A Chinese military transport aircraft carrying 600,000 doses of vaccine donated by China arrived at an air base in the capital. Initial vaccinations of health workers were scheduled to start in six Metropolitan Manila hospitals on Monday.

Aside from the donated vaccine from Sinovac Biotech, the government has separately ordered 25 million doses from the China-based company. An initial 525,600 doses of COVID-19 vaccine from AstraZeneca were also scheduled to arrive on Monday, presidential spokesperson Harry Roque said.

The initial deliveries are a small fraction of at least 148 million doses the government has been negotiating to secure from Western and Asian companies to vaccinate about 70 million Filipinos for free in a massive campaign largely funded with foreign and domestic loans. The bulk of the vaccine shipments are expected to arrive later this year.

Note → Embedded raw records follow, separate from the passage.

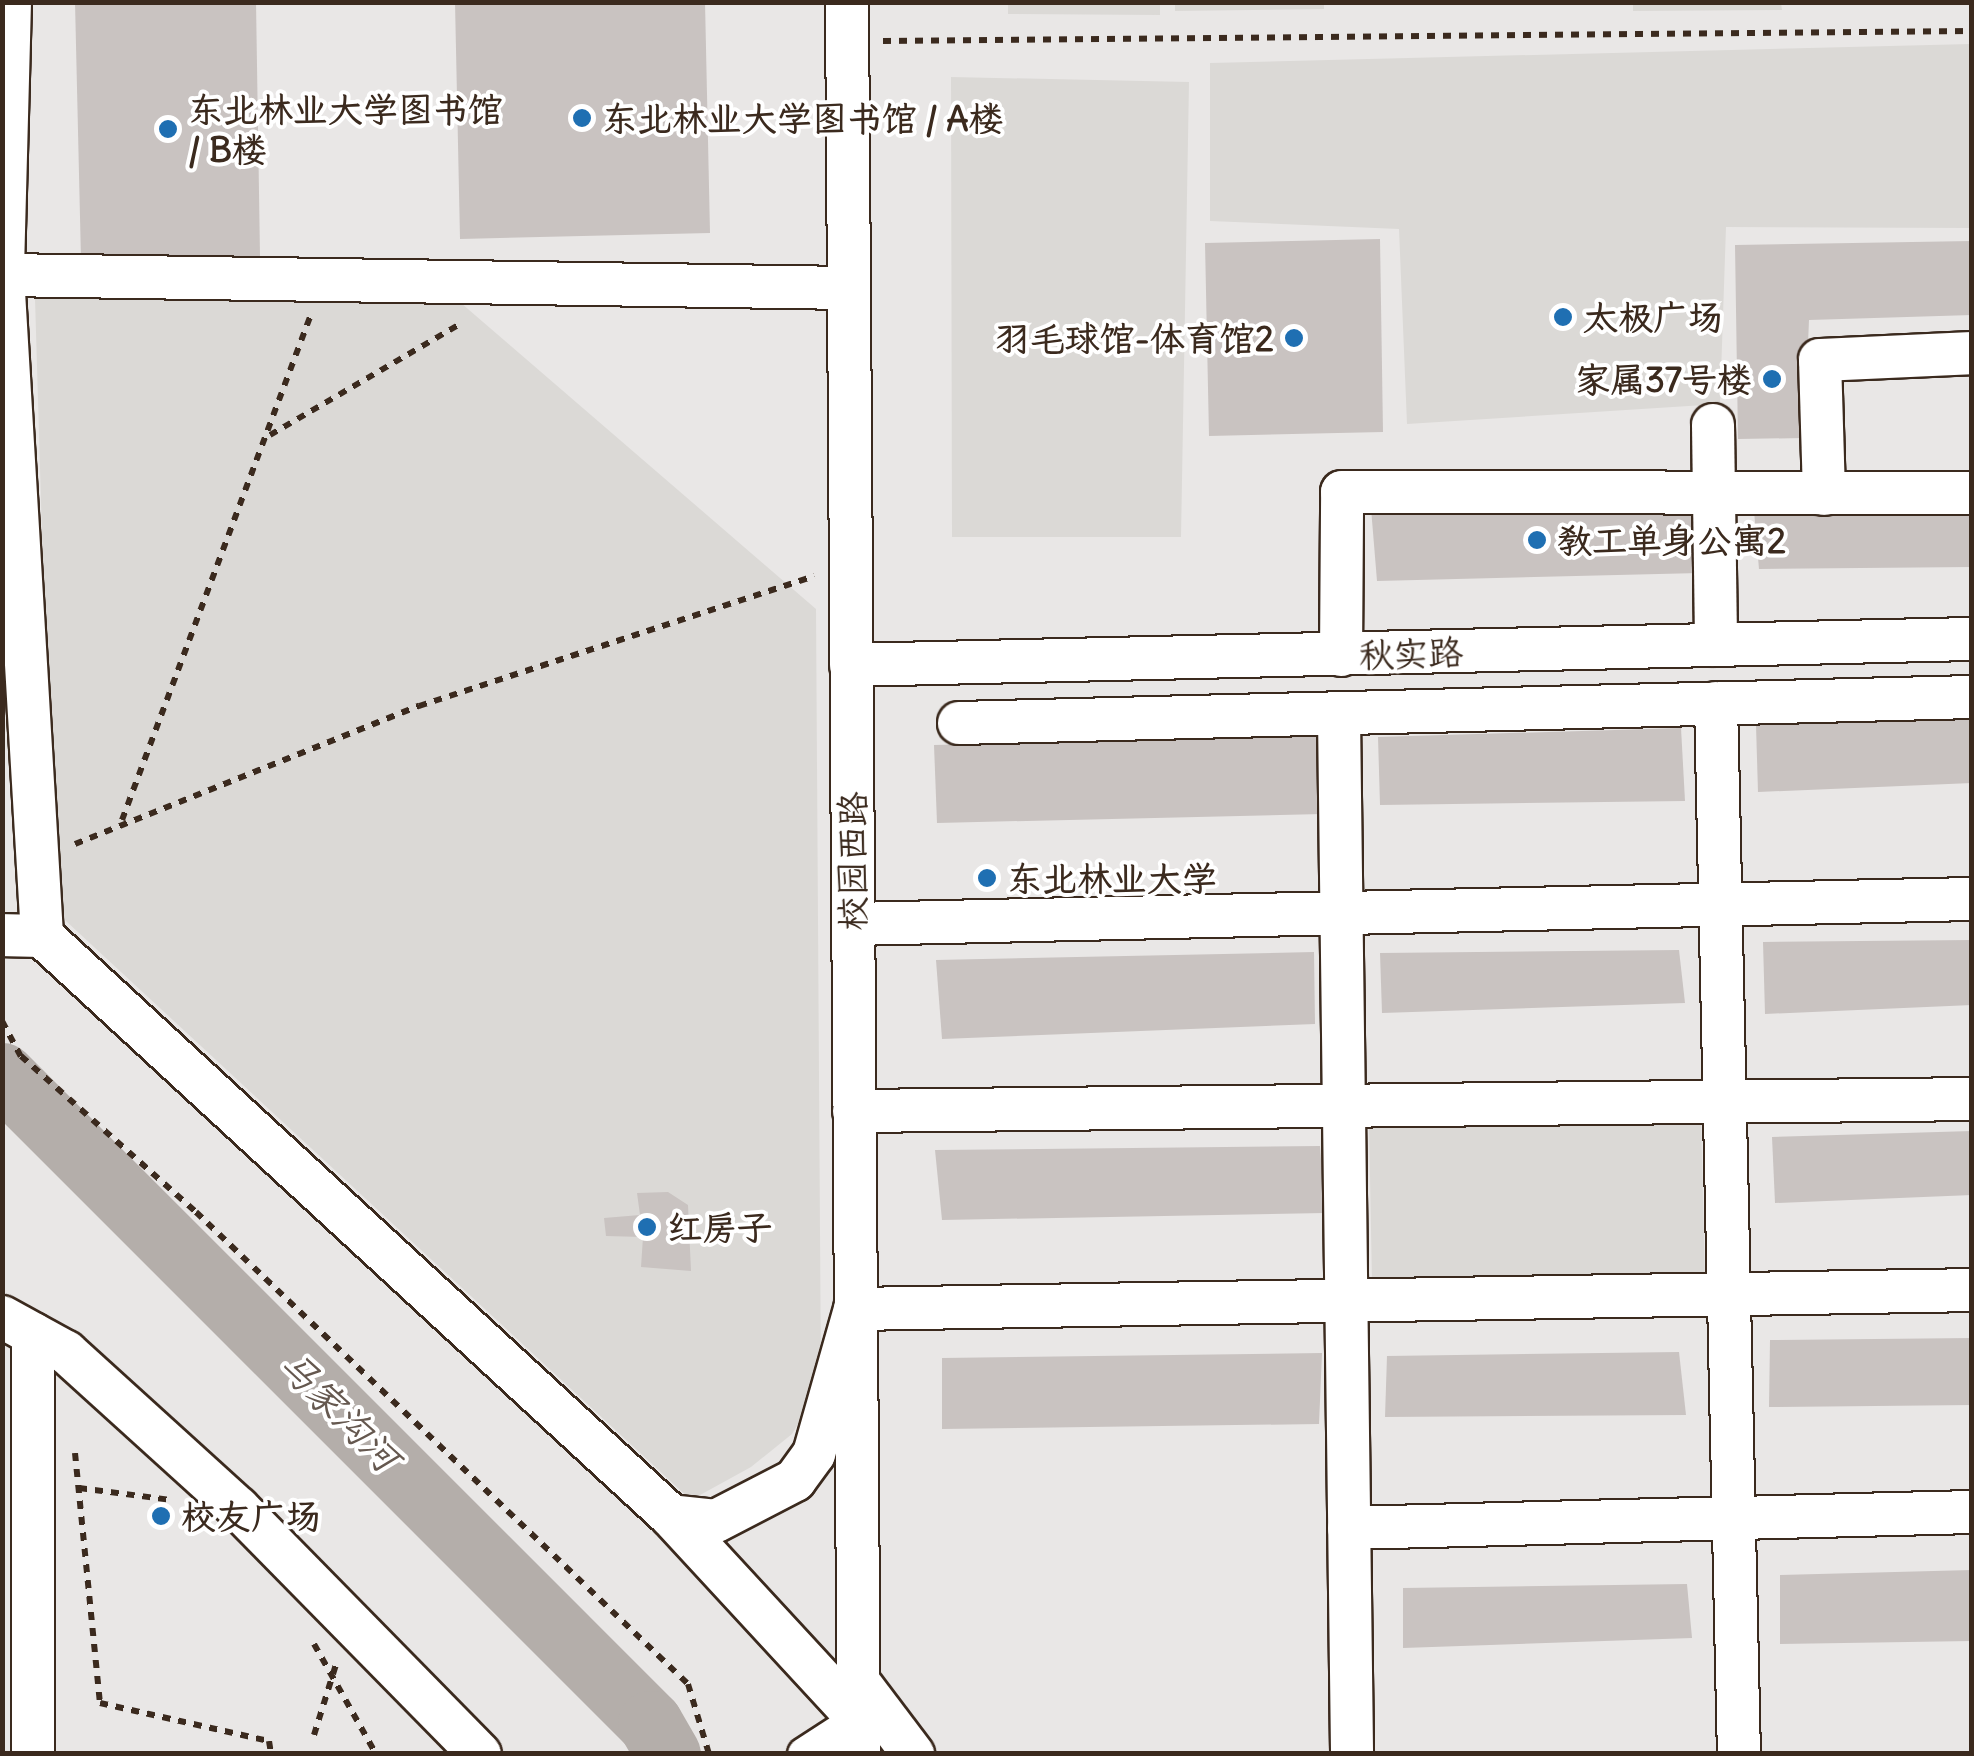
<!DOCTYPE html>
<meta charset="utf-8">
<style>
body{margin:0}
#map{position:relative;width:1974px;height:1756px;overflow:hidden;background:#f7f6f6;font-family:Delius,"LXGW WenKai TC",sans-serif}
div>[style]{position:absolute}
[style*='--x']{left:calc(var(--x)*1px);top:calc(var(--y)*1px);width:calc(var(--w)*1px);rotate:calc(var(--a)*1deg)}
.built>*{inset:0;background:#e9e7e6}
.green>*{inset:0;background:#dbd9d6}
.river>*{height:65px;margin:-32.5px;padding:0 32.5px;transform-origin:32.5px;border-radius:32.5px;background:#b4aeaa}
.building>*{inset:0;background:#c9c3c1}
.path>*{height:6px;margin-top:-3px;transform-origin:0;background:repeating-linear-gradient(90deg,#3b2a1e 0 8px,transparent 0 16px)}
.roads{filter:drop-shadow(2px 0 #3b2a1e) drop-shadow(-2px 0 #3b2a1e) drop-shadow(0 2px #3b2a1e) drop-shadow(0 -2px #3b2a1e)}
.pedestrian>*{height:32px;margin:-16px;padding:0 16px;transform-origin:16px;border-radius:16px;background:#fff}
.minor>*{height:42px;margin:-21px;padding:0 21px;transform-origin:21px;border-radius:21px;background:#fff}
.dots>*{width:28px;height:28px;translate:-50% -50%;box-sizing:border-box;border:5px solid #fff;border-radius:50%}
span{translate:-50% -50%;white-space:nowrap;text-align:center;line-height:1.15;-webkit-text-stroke:8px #fff;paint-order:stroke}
.poi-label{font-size:35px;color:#3b2a1e;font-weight:700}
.left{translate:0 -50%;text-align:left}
.right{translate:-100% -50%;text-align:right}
.street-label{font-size:35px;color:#3b2a1e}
.water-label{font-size:38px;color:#65584f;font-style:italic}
.frame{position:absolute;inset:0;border:5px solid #3b2a1e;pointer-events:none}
</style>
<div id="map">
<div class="built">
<i style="clip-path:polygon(3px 3px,1971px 3px,1971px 1753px,3px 1753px)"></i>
</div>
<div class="green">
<i style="clip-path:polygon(1008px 3px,1160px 3px,1160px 15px,1008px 14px)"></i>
<i style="clip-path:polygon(1175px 3px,1324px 2px,1324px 9px,1175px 11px)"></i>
<i style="clip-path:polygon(1633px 3px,1781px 3px,1782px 10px,1633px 11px)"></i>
<i style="clip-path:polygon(1971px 44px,1971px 228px,1726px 227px,1720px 404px,1407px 424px,1399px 229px,1210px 221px,1210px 63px)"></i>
<i style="clip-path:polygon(951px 77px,1189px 82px,1181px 537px,952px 537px)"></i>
<i style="clip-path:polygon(454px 297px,816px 609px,821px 1386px,792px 1434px,751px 1467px,691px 1500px,53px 909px,35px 298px)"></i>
<i style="clip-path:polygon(1701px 1118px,1705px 1283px,1372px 1282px,1369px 1123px)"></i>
</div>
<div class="river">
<i style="--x:2;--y:1075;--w:916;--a:45"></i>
<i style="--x:650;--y:1723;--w:36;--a:60"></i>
</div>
<div class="building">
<i style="clip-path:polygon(75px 2px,256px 2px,260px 256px,81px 260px)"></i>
<i style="clip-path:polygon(455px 2px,705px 2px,710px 233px,460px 239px)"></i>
<i style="clip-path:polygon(1380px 239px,1383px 432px,1209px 436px,1205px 243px)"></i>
<i style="clip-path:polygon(1972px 241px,1972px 315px,1809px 320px,1804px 438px,1738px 439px,1735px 245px)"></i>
<i style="clip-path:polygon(1972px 497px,1972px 567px,1759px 569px,1753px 499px)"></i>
<i style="clip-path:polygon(1700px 501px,1700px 573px,1377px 581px,1371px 508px)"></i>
<i style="clip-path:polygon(1972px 715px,1972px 783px,1758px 792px,1756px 725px)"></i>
<i style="clip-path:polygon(1681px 728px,1685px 801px,1380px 805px,1378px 737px)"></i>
<i style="clip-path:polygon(1318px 736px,1322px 814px,937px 823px,934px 745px)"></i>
<i style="clip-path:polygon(1972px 940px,1972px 1005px,1765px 1014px,1763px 942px)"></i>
<i style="clip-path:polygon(1679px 950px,1685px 1003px,1382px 1013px,1380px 953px)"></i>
<i style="clip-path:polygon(1314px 952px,1315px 1024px,942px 1039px,936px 960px)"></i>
<i style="clip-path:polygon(1972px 1131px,1972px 1195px,1775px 1203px,1772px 1137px)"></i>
<i style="clip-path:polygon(1320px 1146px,1325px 1213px,942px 1220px,935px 1150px)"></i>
<i style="clip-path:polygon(668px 1192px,688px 1205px,691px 1271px,641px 1267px,643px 1237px,606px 1236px,604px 1218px,640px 1215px,637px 1193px)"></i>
<i style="clip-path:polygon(1972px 1338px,1972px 1405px,1769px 1407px,1770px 1340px)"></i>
<i style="clip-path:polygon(1679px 1352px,1686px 1415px,1385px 1417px,1387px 1356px)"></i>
<i style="clip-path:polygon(1322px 1353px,1319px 1424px,942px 1429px,942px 1358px)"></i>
<i style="clip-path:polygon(1972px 1570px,1972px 1641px,1780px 1644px,1780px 1575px)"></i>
<i style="clip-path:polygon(1687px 1584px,1692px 1638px,1403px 1648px,1403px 1588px)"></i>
</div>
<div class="path">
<i style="--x:883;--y:41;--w:1089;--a:-0.53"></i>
<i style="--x:270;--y:435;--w:222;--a:-30.3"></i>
<i style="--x:122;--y:820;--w:537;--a:-69.51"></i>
<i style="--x:75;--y:844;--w:371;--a:-21.9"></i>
<i style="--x:419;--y:706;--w:416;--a:-18.2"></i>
<i style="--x:2;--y:1021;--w:40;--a:62"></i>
<i style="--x:21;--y:1056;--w:234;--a:41.7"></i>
<i style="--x:196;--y:1212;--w:682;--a:43.81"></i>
<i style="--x:688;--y:1684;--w:73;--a:73.3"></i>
<i style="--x:75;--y:1453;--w:251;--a:84.3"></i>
<i style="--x:100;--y:1703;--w:173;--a:12.7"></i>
<i style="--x:269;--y:1741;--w:13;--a:81"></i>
<i style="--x:79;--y:1488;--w:94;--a:7.4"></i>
<i style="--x:314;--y:1644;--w:126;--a:60.6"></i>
<i style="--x:314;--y:1735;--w:77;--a:-72.7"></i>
</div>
<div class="roads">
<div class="pedestrian">
<i style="--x:804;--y:1754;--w:64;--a:-32.9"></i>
</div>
<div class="minor">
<i style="--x:10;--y:2;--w:273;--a:91.5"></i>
<i style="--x:3;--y:275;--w:662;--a:86.62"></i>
<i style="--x:42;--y:936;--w:856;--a:42.68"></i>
<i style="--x:671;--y:1516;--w:276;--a:47.3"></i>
<i style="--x:847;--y:2;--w:1752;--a:89.61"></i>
<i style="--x:3;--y:275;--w:846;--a:0.88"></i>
<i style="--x:1713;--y:425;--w:220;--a:89.2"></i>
<i style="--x:1824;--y:494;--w:134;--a:-91.7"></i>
<i style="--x:1820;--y:360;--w:152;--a:-2.6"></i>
<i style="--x:1341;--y:655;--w:163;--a:-89.6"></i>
<i style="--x:1342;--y:492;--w:630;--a:0.09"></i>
<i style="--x:851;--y:665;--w:1121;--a:-1.33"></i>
<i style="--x:1716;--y:703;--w:1051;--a:88.75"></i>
<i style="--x:1339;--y:716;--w:1038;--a:89.28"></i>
<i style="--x:959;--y:723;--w:1013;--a:-1.47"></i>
<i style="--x:853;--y:924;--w:1119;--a:-1.28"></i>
<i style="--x:2;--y:935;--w:40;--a:1.4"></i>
<i style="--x:854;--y:1111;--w:1118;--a:-0.61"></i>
<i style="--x:2;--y:1317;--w:73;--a:28.7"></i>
<i style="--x:66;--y:1352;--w:232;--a:42.2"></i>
<i style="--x:238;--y:1508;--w:345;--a:45.5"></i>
<i style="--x:671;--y:1516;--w:45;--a:6.3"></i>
<i style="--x:716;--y:1521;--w:89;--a:-27.4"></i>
<i style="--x:795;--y:1480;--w:32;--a:-54"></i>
<i style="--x:814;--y:1454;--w:151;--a:-74.2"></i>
<i style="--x:855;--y:1309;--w:1117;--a:-0.97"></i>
<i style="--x:1349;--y:1528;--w:623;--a:-1.47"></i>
<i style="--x:857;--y:1680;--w:93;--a:52.9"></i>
<i style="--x:33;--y:1754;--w:420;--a:-90"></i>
</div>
</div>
<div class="dots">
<i style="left:582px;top:118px;background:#1f6fb2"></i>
<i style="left:168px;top:129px;background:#1f6fb2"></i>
<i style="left:1563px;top:317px;background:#1f6fb2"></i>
<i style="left:1294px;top:338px;background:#1f6fb2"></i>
<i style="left:1772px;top:379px;background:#1f6fb2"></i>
<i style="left:1537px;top:540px;background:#1f6fb2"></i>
<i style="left:987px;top:878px;background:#1f6fb2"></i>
<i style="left:647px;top:1227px;background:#1f6fb2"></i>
<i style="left:161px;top:1516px;background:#1f6fb2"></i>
</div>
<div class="poi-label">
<span class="left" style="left:188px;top:129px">东北林业大学图书馆<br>/ B楼</span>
<span class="left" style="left:602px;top:118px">东北林业大学图书馆 / A楼</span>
<span class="left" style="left:1583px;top:317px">太极广场</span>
<span class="right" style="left:1274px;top:338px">羽毛球馆-体育馆2</span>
<span class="right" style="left:1752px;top:379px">家属37号楼</span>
<span class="left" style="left:1557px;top:540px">教工单身公寓2</span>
<span class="left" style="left:1007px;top:878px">东北林业大学</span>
<span class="left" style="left:667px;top:1227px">红房子</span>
<span class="left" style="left:181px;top:1516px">校友广场</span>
</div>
<div class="street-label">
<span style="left:1411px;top:653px;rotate:-2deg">秋实路</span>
<span style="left:852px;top:861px;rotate:-90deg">校园西路</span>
</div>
<div class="water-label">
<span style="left:339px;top:1411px;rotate:45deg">马家沟河</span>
</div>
<div class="frame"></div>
</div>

The United States is getting a third vaccine to prevent COVID-19, as the Food and Drug Administration on Saturday cleared a Johnson & Johnson shot that works with just one dose.

Health experts are anxiously awaiting a one-and-done option to help speed vaccinations, as they race against a virus that has already killed more than 510,000 people in the U.S.

The FDA said the Johnson & Johnson vaccine offers strong protection against what matters most: serious illness, hospitalizations and death. One dose was 85 per cent protective against the most severe COVID-19 illness, in a massive study that spanned three continents — protection that remained strong even in countries such as South Africa, where the variants of most concern are spreading.

Johnson & Johnson is initially providing a few million doses, and shipments to states could begin as early as Monday. By the end of March, the company has said it expects to deliver 20 million doses to the U.S. and 100 million by summer.